According to the Bureau of Labor Statistics, there are currently 137.2 million Americans with jobs. 21 million people are officially unemployed (before COVID-19, 4.8 million were unemployed). But, in order to be considered unemployed, you need to be actively searching for work within the last four weeks. In addition, there are 10.6 million people working part-time who would prefer to be working full-time — something unofficially known as being “underemployed.” There are also 9 million other Americans who want a job, but are not counted as actively searching for a job in the last four weeks, meaning they can’t be considered officially unemployed.

So, with those numbers:

  • 21 million officially unemployed
  • 10.6 million underemployed
  • 9 million unofficially unemployed

The more realistic unemployment rate is closer to 26% — not 14.17%.

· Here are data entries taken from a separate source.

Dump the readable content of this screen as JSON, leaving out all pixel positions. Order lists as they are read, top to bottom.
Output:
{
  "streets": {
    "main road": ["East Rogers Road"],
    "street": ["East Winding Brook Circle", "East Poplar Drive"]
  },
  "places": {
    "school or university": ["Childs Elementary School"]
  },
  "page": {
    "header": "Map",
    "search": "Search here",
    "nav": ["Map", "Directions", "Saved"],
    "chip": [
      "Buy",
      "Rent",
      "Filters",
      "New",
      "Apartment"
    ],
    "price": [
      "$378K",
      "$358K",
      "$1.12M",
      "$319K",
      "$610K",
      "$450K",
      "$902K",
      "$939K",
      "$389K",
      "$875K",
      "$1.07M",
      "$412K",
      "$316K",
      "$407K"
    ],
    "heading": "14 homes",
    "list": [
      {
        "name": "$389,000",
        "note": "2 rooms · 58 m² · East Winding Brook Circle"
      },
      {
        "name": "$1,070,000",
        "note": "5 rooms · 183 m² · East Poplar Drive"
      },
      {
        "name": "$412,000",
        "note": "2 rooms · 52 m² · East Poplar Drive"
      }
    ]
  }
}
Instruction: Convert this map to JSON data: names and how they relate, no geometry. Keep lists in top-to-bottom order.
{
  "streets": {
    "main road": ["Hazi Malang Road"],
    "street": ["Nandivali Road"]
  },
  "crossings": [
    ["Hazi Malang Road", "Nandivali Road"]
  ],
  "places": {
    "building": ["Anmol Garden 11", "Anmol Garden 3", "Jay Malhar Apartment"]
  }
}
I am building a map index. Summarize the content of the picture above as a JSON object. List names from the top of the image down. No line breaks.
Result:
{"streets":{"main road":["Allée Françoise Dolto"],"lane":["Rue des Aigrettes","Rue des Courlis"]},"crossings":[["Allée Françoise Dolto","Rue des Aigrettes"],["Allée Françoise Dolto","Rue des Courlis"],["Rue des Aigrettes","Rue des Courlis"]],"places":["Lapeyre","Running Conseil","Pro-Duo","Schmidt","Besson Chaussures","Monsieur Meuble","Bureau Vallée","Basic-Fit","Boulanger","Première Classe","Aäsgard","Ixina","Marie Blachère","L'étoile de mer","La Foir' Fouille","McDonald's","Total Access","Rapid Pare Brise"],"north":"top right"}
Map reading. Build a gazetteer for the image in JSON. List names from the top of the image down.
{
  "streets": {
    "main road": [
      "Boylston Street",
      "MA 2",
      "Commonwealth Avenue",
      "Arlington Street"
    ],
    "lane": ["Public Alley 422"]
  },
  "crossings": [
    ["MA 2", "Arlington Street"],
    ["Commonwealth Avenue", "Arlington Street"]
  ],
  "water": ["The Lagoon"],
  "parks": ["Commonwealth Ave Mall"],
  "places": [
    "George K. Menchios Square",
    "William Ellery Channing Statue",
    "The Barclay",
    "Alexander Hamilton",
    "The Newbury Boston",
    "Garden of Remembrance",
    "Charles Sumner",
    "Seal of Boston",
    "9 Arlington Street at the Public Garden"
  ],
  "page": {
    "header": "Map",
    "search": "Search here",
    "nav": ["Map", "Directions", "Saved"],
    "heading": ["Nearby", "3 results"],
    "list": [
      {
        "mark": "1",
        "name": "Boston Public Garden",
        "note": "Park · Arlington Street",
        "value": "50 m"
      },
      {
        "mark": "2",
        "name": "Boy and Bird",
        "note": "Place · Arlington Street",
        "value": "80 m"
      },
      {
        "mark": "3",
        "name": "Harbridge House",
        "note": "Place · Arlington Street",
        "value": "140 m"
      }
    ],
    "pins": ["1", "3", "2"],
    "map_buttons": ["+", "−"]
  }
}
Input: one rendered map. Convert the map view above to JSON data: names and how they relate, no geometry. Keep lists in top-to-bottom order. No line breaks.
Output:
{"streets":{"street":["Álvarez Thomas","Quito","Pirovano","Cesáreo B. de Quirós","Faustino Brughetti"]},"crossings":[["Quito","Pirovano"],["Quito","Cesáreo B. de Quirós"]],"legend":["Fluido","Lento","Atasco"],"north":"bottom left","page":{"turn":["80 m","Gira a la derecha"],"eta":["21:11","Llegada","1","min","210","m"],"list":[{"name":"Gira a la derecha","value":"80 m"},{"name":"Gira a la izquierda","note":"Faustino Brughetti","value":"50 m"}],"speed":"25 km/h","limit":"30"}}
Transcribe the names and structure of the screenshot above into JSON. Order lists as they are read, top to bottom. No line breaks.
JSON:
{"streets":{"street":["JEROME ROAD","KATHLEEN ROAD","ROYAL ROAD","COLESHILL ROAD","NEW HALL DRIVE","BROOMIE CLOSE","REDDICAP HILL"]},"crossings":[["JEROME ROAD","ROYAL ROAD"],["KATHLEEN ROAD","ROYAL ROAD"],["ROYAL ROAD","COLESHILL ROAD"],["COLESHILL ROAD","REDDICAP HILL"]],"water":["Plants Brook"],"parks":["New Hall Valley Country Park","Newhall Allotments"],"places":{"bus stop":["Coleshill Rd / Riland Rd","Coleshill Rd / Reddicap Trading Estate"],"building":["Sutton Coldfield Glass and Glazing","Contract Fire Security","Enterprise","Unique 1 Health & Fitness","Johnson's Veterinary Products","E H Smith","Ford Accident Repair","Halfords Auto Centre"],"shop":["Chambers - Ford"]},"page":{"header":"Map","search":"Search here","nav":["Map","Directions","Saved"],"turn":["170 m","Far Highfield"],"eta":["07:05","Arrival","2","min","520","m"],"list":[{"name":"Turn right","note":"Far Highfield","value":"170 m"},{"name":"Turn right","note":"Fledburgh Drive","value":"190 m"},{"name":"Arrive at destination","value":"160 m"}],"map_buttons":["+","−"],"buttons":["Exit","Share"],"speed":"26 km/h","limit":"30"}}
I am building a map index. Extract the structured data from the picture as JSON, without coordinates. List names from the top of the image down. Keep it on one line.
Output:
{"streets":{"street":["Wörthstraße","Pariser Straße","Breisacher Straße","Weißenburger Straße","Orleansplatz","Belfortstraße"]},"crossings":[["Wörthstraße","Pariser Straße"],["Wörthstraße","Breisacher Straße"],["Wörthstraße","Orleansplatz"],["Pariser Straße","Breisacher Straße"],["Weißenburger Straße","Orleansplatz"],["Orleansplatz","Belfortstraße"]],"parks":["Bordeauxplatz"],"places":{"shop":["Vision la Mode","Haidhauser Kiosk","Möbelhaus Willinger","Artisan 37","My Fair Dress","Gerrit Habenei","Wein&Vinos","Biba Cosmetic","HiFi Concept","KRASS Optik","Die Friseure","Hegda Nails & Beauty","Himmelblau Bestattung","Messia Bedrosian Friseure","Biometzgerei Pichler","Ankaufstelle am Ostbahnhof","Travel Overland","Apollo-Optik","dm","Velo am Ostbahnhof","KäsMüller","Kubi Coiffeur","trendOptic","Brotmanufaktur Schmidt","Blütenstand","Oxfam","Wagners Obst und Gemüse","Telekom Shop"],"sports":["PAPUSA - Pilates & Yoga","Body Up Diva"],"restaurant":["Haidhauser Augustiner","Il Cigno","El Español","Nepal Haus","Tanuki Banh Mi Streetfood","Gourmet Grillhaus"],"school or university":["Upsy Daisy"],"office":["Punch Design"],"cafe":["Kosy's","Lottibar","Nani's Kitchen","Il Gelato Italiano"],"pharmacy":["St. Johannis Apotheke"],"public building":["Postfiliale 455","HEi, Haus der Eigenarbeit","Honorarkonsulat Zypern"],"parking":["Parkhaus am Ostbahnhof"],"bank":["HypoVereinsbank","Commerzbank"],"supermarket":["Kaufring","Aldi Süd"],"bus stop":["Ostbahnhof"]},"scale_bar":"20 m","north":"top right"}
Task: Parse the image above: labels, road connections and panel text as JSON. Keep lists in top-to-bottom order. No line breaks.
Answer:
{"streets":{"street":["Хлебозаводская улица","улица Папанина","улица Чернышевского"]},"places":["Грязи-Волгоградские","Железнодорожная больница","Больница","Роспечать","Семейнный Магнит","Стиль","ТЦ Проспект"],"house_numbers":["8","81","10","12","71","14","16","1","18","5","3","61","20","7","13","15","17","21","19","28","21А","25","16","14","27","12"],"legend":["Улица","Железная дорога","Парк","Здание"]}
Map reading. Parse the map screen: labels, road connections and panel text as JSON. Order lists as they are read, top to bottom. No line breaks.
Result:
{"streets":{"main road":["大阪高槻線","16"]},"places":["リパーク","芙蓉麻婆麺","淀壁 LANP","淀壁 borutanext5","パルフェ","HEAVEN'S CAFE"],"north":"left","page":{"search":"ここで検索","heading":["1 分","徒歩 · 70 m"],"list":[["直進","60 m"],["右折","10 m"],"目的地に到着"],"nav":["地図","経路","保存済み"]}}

How forbearance affects mortgage refinancing

Forbearance is an agreement between a borrower and their lender to delay foreclosure. Thanks to the CARES act, a borrower with a federally-backed loan can receive relief from making their mortgage payment entirely or partially if they have a COVID-19 related hardship. This means that, essentially, if your mortgage lender agrees to it, you can put off payments for up to 12 months.

This sounds fine and dandy, but there’s a catch: You have to pay back all the payments you missed. And, until you do, you cannot refinance your home or get a new mortgage. Why? Well, it all has to do with eligibility and security. A mortgage lender chooses their borrowers based on income, creditworthiness and likelihood of paying back the loan. If you are in such dire straits that you can’t afford a mortgage payment, mortgage lenders won’t give you a new loan.

So, with forbearance in mind, and with people looking to refinance mortgages due to the low rates, the two need to be reconciled.

According to Black Knight (a company providing mortgage data), as of April, 46% of borrowers in forbearance still made their payment. In May, that number dropped to 22%. This number surprised Brian and David, because once you enter forbearance, you’re on the clock — you don’t get a bonus for making your payment, and your ability to receive forbearance benefits is only so long.

“Don’t make a payment before you need it. Otherwise, you’re wasting the benefit of forbearance.”

Now, that being said, there’s a way to prematurely end forbearance, enabling you to get a new mortgage (including a refinance):

Step one: Pay back any payments you didn’t make.

Step two: Formally cancel the forbearance agreement with your servicer.

At that point, your credit report will reflect that you are no longer in forbearance, and lenders are that much more likely to help you out.